When I read this article, I immediately wondered if it had not been lost in the office for a while, intending to be published last April 5th. It is a woeful and misleading pipe-dream from an apparently pro-dp supporter, who clearly has nothing better to do in the summer recess. The death penalty is not on any agenda in Britain, though it is not entirely surprising that The Telegraph should publish this nonsense. With most of our politicians on holiday, they have to fill the gap with something.
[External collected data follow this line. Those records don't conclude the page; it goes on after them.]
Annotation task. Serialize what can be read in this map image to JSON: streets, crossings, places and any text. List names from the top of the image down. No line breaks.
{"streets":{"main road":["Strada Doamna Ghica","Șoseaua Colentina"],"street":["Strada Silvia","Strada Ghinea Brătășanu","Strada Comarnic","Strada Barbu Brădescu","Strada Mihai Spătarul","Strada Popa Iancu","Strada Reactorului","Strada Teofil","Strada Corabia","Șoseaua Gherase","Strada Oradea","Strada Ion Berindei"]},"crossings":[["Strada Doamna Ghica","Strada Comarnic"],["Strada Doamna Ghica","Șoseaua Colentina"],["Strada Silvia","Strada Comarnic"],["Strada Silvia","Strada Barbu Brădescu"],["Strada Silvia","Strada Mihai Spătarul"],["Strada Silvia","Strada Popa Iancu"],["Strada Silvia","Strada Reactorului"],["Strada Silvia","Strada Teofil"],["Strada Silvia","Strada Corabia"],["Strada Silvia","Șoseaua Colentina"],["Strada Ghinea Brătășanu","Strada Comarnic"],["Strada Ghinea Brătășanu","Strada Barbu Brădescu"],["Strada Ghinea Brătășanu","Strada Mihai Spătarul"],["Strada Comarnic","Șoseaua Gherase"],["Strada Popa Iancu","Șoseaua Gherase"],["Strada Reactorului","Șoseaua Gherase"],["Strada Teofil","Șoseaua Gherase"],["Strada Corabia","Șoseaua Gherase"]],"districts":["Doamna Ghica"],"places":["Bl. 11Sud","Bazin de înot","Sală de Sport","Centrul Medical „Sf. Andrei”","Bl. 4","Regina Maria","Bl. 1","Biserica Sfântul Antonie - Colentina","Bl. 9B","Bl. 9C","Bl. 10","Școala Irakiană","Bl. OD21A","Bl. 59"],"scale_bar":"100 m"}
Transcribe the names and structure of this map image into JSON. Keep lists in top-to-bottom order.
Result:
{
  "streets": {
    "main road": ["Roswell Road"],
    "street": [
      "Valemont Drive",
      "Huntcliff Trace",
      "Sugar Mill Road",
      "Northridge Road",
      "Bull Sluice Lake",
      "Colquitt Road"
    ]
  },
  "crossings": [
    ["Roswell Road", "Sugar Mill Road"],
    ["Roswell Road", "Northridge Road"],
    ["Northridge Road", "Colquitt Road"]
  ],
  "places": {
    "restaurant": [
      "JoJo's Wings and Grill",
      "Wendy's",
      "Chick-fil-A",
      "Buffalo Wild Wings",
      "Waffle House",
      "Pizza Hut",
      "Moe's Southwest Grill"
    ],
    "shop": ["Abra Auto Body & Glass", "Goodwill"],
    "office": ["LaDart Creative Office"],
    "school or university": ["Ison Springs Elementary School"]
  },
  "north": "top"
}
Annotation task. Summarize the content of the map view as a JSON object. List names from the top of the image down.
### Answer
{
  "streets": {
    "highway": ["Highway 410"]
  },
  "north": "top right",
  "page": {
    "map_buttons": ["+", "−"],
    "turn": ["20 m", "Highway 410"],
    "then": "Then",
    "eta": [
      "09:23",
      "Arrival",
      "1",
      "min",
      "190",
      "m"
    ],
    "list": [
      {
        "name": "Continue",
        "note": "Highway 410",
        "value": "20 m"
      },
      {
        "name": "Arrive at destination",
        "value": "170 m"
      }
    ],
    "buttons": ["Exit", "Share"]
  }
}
Posted by: peter | Aug 5, 2011 3:46:22 PM

Please, read something before decide

Jeffrey Fagan
Death and Deterrence Redux: Science, Law and Causal Reasoning on Capital Punishment
http://moritzlaw.osu.edu/osjcl/Articles/Volume4_1/Fagan.pdf

Jeffrey Fagan
Deterrence And The Death Penalty: Risk, Uncertainty, And Public Policy Choices
http://www.constitutionproject.org/pdf/300.pdf


Zimring, Franklin E., Fagan, Jeffrey and Johnson, David T.,
Executions, Deterrence and Homicide: A Tale of Two Cities (August 31, 2009).
Columbia Public Law Research Paper No. 09-206; CELS 2009 4th Annual Conference on Empirical Legal Studies Paper.
Available at SSRN: http://ssrn.com/abstract=1436993

Posted by: Dott. claudio giusti, italia | Aug 5, 2011 3:52:02 PM

This argument is nothing new, it's just largely ignored. The New York Times of all things ran a story about a dozen studies that established a deterrent effect.
http://www.nytimes.com/2007/11/18/us/18deter.html?pagewanted=all

Posted by: MikeinCT | Aug 5, 2011 7:34:40 PM

How many angels can dance on the head of a pin? The deterrence debate is bullshit because the numbers are so small any statistical conclusion has error rates that make it meaningless. People support or oppose the death penalty for their own psychological reasons; the deterrence debate is just a fig leaf to mask preconceptions, in both directions.

Posted by: Gritsforbreakfast | Aug 6, 2011 3:27:43 PM

The legislative obstacles to repealing the death penalty are insurmountable, even if 80%+ of the British population was in favour of reinstating it. This is nothing but hot air brought on by the lack of any meaningful news while everyone is on holiday during the summer.